La igualdad es un concepto que debe ser analizado con cuidado cuando se trata de la realidad social. Como sucede en otros casos, el significado semántico que en su uso cotidiano asignamos a este término, es distinto a aquél que se da cuando se utiliza refiriéndose al aspecto humano. Al hablar de igualdad dentro de una sociedad, no podemos reducir el término a una condición que haga suponer que las personas, sus relaciones y la actitud que asumen frente al poder sean equiparadas con una operación matemática o una fórmula química. En este contexto, la igualdad no es sinónimo de lo exacto o lo idéntico, sino de lo diverso a partir de condiciones que hacen únicas e irrepetibles a todas las personas. En lo humano, lo social y lo político, la igualdad no es homogeneidad, sino pluralidad e individualidad.
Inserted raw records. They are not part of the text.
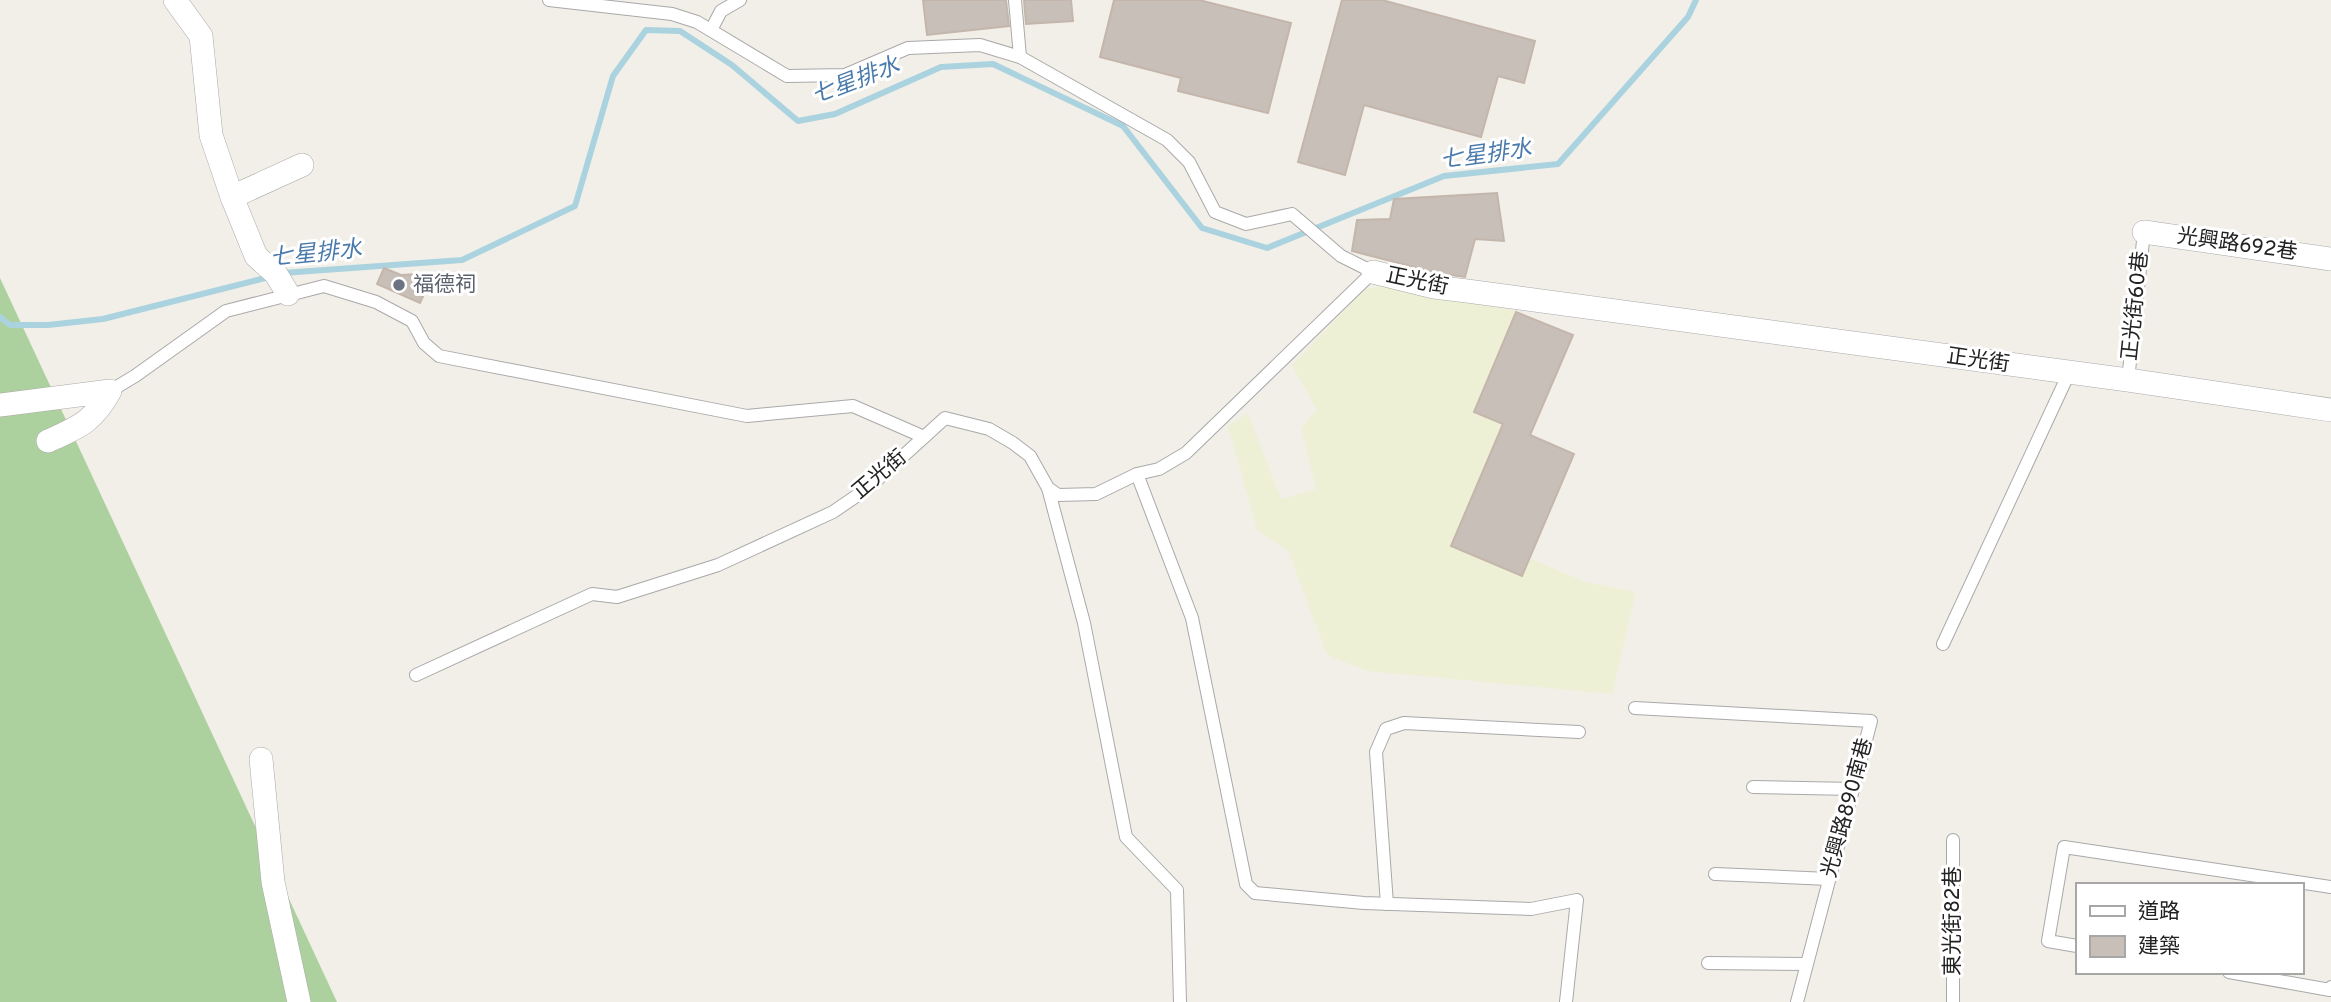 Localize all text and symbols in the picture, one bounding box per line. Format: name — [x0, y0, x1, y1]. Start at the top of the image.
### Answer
water label: 七星排水 — [808, 52, 905, 112]
water label: 七星排水 — [1438, 135, 1535, 177]
street label: 光興路692巷 — [2175, 223, 2299, 267]
water label: 七星排水 — [269, 236, 364, 274]
street label: 正光街60巷 — [2117, 250, 2155, 362]
street label: 正光街 — [1383, 262, 1451, 302]
place label: 福德祠 — [413, 272, 476, 299]
marker: 福德祠 — [391, 277, 407, 293]
street label: 正光街 — [1945, 343, 2011, 379]
street label: 正光街 — [847, 444, 913, 506]
street label: 光興路890南巷 — [1816, 735, 1880, 881]
street label: 東光街82巷 — [1940, 866, 1967, 976]
legend — [2076, 883, 2303, 974]
text: 道路 — [2138, 899, 2180, 926]
text: 建築 — [2138, 934, 2180, 961]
¿Cómo plantear, entonces, a la igualdad como uno de los elementos dentro de la nueva agenda de fundamentales del Estado? Para comenzar, debemos asumir a la diversidad como la principal característica de la vida humana y, paradójicamente, el factor determinante para provocar y profundizar la desigualdad. Los entornos en los que nos desarrollamos, el resultado de las relaciones que establecemos, la actitud que asumimos frente al poder, así como las habilidades, incapacidades, cualidades y defectos que nos caracterizan, nos hacen distintos. Nadie dentro de una sociedad es igual a otro, pero la diferencia no puede ser motivo para suponer que unos son mejores que los demás. En este sentido, una de las más importantes tareas del Estado es servir como herramienta para reducir aquellas diferencias que dificultan el desarrollo de las personas.
En segundo término, es necesario comprender que la igualdad no es un concepto monolítico, sino que su contenido se construye desde ámbitos tan distintos como el filosófico, el jurídico, el social o el político. Desde un plano filosófico, la igualdad encuentra sustento en el reconocimiento de la dignidad como aquella cualidad común a todas las personas que las hace titulares de los derechos humanos, en tanto que obliga a los Estados a garantizar el cumplimiento de estos. En cuestiones jurídicas, se basa en que, sin importar sus condiciones particulares, las leyes deben de ser aplicadas de manera idéntica a todas las personas. En el ámbito social, implica que todos quienes integran una sociedad gocen de las mismas oportunidades para desarrollar su vida a partir de no ser discriminados y excluidos por factores como el sexo, la edad, el color de piel, la condición económica, entre otros. En lo político, radica en la posibilidad de todas las personas para participar en la toma de decisiones que incidan en la vida colectiva.
Si bien la igualdad absoluta es imposible – e incluso indeseable – de alcanzar, la búsqueda de esta debe ser una tarea permanente de cualquier Estado. Renunciar a ella por considerar que se trata de una utopía equivaldría a justificar el fracaso del Estado como un ente que debe mirar por el bien común. Frente a la compleja situación por la que atraviesan los Estados en el mundo, con especial énfasis en el caso mexicano, resulta indispensable comprender que el reconocimiento, protección y garantía de los derechos humanos; el respeto al marco normativo que nos regula; los principios de no discriminación e inclusión social, así como la consolidación nida de la democracia, son tareas esenciales en las que sociedad y gobierno deben participar con voluntad y convicción. Caer en el lugar común que justifica las desigualdades como resultado lógico de la vida en sociedad, es tanto como rendir la plaza a la ley del más fuerte y la selección natural. De cara a la oportunidad que los tiempos de la política nos presenta, asumamos la búsqueda de la igualdad como compromiso indefectible en la construcción de una agenda de fundamentales.